Imelda Quinto Abong v Coroner

Mimmie Chan J
8, 15 April 2021

Facts

On a mid-morning in April 2017, the deceased, aged 46, was found in an unresponsive state in her room at the flat where she had been employed as a domestic helper since December 2016. She was taken to hospital where she was certified dead in the early afternoon of that day. An autopsy performed two weeks later left the cause of the deceased’s death as “unknown”. The Coroner certified three days later that the precise medical cause of death had yet to be established. A report issued by the Government Laboratory in May 2017 stated that no significant finding was obtained from screening of the deceased’s blood and urine. In July 2017, the Coroner directed the police to report on the deceased’s death. By a report in April 2018, the police said that their investigations revealed no particular sign of suspicion or crime, and recommended that no inquest into the deceased’s death be held. In March 2019, the Coroner issued a death report stating a decision that no inquest into the deceased’s death was required and that her death should be classified as being of “unknown causes”. X was a sister of the deceased. On the basis of what she said that the deceased had told her, X made complaints about the deceased’s conditions of work. The Coroner issued instructions in November 2019 for the obtaining of a statement from the deceased’s employer, and of a medical report from the hospital, on the prior state of the deceased’s health. That did not lead to any cause of death being discovered. X applied under s.20(1)(a) of the Coroners Ordinance (Cap.504) (the Ordinance) for an order that an inquest be held into the death of the deceased.

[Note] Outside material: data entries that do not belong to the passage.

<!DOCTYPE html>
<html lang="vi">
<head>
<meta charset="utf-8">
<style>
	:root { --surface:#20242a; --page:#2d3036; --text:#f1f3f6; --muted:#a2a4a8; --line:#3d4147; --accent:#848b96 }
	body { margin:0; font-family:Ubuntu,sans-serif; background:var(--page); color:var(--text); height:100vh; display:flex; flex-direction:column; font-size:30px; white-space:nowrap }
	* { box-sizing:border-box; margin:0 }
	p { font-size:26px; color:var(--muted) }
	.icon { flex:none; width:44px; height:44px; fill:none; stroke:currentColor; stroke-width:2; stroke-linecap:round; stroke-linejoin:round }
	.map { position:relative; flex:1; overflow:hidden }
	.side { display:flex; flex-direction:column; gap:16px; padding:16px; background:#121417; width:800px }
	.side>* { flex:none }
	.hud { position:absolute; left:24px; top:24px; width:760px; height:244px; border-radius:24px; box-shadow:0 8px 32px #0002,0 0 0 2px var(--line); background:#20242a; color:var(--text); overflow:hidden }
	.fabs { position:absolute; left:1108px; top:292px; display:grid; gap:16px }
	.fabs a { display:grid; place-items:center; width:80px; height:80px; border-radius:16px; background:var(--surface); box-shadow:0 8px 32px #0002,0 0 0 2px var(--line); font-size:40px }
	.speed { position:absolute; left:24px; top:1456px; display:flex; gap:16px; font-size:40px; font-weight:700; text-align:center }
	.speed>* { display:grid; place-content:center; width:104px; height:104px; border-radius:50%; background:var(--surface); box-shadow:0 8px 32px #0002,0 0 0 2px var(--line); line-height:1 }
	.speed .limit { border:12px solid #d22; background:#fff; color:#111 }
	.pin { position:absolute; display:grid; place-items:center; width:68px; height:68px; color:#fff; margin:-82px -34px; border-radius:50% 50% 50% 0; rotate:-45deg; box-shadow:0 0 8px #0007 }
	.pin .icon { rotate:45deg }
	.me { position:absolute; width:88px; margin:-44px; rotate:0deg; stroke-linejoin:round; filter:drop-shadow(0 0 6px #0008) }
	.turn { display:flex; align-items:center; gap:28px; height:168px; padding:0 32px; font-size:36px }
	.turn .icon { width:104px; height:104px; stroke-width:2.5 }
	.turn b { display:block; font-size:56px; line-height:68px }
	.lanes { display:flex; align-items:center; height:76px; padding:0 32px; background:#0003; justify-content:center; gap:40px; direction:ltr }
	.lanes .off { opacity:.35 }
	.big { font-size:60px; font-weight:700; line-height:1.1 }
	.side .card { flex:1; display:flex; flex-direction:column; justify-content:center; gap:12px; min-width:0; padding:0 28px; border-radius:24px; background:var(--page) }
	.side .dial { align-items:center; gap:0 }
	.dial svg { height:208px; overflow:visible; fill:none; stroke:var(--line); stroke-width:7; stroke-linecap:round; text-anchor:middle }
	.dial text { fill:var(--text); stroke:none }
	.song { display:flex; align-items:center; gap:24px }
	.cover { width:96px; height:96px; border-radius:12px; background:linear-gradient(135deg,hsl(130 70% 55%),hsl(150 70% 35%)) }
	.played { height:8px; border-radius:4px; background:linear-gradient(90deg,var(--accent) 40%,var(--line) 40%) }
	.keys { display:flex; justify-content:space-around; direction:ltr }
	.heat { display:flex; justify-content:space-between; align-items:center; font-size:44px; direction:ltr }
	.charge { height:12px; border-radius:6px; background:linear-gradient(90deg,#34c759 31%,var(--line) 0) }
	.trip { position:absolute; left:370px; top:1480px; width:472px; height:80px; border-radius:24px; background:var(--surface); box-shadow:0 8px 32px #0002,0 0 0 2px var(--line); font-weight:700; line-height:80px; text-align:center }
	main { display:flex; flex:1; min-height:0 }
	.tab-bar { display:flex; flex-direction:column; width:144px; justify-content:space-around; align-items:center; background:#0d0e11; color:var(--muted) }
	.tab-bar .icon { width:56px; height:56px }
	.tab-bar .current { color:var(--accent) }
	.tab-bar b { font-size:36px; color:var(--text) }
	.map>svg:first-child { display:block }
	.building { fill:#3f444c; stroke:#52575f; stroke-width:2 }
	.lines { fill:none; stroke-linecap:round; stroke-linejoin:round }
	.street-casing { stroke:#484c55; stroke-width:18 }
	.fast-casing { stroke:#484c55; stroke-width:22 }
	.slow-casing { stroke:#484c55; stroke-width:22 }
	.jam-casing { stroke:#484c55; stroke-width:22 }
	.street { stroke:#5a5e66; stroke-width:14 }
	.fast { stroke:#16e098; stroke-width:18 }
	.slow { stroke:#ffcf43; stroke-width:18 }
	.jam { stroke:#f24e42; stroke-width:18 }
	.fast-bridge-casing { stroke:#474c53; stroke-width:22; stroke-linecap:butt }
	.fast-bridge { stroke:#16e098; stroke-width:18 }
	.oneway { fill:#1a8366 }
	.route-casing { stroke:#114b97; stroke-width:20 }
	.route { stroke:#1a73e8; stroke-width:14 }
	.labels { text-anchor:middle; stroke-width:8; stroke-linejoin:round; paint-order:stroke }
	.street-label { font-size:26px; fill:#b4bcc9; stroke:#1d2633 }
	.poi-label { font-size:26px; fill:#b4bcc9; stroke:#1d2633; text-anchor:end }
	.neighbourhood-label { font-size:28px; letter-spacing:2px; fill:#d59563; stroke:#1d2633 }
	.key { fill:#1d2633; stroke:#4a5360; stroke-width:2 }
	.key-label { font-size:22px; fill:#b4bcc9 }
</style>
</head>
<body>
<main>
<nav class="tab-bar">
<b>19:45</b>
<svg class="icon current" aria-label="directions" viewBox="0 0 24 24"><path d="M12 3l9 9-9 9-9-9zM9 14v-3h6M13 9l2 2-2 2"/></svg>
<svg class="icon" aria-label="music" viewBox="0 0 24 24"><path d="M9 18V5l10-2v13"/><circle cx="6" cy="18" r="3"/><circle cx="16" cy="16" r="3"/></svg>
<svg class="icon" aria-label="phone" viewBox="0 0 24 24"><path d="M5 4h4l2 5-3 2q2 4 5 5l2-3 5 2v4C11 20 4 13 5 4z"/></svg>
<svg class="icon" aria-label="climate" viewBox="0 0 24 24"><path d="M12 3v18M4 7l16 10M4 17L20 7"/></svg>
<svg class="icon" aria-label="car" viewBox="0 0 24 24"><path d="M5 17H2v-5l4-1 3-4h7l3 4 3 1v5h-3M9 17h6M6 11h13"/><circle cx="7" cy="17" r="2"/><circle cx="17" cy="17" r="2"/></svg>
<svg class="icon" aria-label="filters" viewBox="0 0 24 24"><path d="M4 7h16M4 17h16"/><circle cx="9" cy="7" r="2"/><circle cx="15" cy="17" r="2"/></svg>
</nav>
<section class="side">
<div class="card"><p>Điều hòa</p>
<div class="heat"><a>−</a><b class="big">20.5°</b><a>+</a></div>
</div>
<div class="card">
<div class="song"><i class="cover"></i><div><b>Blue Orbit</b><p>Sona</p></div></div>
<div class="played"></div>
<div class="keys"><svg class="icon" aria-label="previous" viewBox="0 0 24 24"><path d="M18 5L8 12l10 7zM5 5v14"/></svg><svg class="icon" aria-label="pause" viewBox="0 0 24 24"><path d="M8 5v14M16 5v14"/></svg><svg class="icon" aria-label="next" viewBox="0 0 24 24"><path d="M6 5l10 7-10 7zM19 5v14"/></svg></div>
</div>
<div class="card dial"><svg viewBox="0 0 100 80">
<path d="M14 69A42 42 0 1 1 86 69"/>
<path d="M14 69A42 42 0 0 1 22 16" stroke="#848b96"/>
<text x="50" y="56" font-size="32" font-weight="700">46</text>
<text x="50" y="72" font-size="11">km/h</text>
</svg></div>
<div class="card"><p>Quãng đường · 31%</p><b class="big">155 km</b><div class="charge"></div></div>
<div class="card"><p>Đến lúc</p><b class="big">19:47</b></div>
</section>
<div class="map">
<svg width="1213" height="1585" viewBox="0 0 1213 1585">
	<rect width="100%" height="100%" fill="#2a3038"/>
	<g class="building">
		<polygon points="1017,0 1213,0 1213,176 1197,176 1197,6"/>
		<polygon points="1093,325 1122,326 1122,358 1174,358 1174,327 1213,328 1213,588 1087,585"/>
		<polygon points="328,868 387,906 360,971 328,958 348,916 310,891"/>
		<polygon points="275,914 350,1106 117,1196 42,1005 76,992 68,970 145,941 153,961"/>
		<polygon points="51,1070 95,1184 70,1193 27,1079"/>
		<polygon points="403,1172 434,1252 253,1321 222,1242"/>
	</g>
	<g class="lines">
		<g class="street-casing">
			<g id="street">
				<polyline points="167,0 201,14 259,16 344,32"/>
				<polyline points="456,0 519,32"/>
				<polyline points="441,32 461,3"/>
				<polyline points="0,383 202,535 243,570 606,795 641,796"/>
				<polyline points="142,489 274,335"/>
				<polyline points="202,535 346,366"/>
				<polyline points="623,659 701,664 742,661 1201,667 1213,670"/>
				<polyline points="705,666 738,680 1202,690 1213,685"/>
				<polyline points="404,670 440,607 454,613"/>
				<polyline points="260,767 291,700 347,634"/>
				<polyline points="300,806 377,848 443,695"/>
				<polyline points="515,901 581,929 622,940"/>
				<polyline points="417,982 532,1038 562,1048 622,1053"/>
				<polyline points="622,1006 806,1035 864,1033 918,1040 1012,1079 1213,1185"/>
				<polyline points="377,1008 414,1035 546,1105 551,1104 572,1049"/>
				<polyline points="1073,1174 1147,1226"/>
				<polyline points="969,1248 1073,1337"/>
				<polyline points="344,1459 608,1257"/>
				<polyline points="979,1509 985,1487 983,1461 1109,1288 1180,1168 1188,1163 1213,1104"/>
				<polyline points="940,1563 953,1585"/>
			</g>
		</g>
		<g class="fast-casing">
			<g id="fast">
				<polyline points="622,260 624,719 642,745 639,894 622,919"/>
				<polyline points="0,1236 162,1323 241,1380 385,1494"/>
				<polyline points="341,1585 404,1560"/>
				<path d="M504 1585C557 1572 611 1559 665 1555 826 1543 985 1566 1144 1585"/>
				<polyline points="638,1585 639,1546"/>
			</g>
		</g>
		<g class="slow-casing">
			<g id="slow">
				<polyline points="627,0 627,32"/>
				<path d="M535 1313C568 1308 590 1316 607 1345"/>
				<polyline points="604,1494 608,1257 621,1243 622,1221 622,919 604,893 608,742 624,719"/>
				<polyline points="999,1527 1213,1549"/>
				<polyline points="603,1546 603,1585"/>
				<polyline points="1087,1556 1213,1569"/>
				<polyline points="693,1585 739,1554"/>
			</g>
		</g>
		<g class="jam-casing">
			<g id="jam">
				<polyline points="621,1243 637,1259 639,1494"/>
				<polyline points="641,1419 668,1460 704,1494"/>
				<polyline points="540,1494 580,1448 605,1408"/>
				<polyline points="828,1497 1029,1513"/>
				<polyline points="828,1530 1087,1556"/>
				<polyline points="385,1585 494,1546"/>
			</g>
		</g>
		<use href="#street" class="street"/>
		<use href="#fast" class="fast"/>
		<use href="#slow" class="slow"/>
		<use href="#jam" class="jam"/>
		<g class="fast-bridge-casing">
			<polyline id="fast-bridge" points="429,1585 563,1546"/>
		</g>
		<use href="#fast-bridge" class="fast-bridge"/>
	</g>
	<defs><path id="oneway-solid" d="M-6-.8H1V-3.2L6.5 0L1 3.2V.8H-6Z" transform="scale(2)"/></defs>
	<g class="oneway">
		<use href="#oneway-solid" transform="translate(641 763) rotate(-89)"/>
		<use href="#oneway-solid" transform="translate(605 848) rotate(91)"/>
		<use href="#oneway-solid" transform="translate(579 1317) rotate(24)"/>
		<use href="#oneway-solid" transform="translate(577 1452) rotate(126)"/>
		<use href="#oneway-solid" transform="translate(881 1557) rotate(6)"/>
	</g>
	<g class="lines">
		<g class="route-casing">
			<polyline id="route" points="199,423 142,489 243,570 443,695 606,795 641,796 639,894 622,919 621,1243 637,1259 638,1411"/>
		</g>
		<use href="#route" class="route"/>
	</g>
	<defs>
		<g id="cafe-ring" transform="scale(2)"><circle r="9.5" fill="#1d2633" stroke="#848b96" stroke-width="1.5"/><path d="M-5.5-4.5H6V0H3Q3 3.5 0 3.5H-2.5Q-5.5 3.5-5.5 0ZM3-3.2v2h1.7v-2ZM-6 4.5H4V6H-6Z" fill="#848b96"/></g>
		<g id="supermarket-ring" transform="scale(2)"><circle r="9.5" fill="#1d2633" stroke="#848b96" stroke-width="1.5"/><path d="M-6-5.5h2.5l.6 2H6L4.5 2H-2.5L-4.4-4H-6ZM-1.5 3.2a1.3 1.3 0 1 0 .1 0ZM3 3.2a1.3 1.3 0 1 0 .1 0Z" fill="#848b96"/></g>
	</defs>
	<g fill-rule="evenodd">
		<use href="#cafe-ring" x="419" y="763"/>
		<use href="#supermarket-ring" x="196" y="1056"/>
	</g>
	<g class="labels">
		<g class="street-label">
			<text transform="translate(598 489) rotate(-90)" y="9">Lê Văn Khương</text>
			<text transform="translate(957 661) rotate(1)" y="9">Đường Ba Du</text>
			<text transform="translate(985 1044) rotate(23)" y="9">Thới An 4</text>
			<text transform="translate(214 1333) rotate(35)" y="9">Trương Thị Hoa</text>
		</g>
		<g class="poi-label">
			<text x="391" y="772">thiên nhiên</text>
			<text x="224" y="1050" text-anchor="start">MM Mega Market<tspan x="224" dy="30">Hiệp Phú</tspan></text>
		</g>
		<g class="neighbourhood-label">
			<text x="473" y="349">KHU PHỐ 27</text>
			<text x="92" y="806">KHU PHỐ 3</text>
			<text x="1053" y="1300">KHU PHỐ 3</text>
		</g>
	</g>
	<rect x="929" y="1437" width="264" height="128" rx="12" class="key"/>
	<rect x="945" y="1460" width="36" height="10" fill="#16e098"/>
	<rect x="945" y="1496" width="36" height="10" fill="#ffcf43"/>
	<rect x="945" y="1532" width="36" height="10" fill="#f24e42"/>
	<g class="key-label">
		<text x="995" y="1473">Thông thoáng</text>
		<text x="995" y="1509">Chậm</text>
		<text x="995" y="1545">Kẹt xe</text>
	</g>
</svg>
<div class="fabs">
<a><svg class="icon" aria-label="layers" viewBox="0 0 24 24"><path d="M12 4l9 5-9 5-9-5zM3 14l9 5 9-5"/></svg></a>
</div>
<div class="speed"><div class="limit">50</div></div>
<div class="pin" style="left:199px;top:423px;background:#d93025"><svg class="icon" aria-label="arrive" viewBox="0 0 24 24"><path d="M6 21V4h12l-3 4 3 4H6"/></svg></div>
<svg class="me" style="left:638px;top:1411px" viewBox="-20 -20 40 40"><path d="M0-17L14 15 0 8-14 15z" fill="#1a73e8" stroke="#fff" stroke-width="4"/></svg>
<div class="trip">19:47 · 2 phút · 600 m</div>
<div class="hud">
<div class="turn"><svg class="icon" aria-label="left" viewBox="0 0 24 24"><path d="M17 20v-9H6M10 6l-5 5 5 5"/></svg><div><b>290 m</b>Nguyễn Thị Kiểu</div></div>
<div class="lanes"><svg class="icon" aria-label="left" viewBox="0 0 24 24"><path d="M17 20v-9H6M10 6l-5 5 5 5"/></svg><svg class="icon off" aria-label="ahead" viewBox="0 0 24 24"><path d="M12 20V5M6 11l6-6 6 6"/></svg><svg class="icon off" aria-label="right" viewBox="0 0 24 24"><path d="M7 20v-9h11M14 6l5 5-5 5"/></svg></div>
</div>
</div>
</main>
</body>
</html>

Held, ordering that an inquest be held into the deceased’s death, that:

  1. By reason of s.27(b) of the Ordinance the purposes for which an inquest was held include ascertaining “how” a person came by his death. Under s.20(1)(a), the court had to consider whether an inquest “ought to be held”, not whether a coroner made any particular error in reaching a decision not to hold an inquest (Secretary for Justice v Coroner [2011] 1 HKLRD 283 applied).
  2. An inquest was inquisitorial.
  3. “How” a person came by his death was wider than the medical cause of death. It extended to acts and omissions directly responsible for the death and to by what means and in what circumstances a person came by his death (R v HM Coroner for North Humberside and Scunthorpe [1995] QB 1, R (Middleton) v West Somerset Coroner [2004] UKHL 10, Sony Rai v Coroner [2011] 2 HKLRD 245 applied; Tien v Lam Esq [2004] 2 HKLRD 719, Secretary for Justice v Coroner [2011] 1 HKLRD 283 considered).
  4. On the evidence presently available, the deceased was, at the time when she died suddenly, still relatively young and not suffering from any illness that could have caused her death. No pathological or toxicological basis accounting for her death had been found. There was evidence that she had been complaining about her conditions of work which included overwork, malnourishment and abuse.
  5. Public interest considerations arose where a person in a vulnerable and dependent situation died in the care and custody of an employer and the death was unaccounted for and could not be explained. A coroner’s court was empowered by s.44(2) to make recommendations designed: to prevent recurrence of similar fatalities; to prevent other hazards to life disclosed by the evidence at the inquest; and to draw to the attention of those who may have power to take appropriate action any deficiencies in a system or method of work which were disclosed by the evidence at the inquest and were of public concern.
  6. There was evidence of a systemic deficiency in how the police investigate when foreign domestic helpers or their family members sought help. Whether the applicant’s reports and complaints were true or exaggerated could be examined at an inquest. In all the circumstances, an inquest ought to be held into the cause of, and the circumstances connected with, the deceased’s death.

Application

This was an application under s.20 of the Coroners Ordinance (Cap.504) for an order that an inquest be held into a person’s death.

Editorial Note: Albeit only with the benefit of argument from one side, this judgment deals extensively with the nature and purposes of a coroner’s inquest.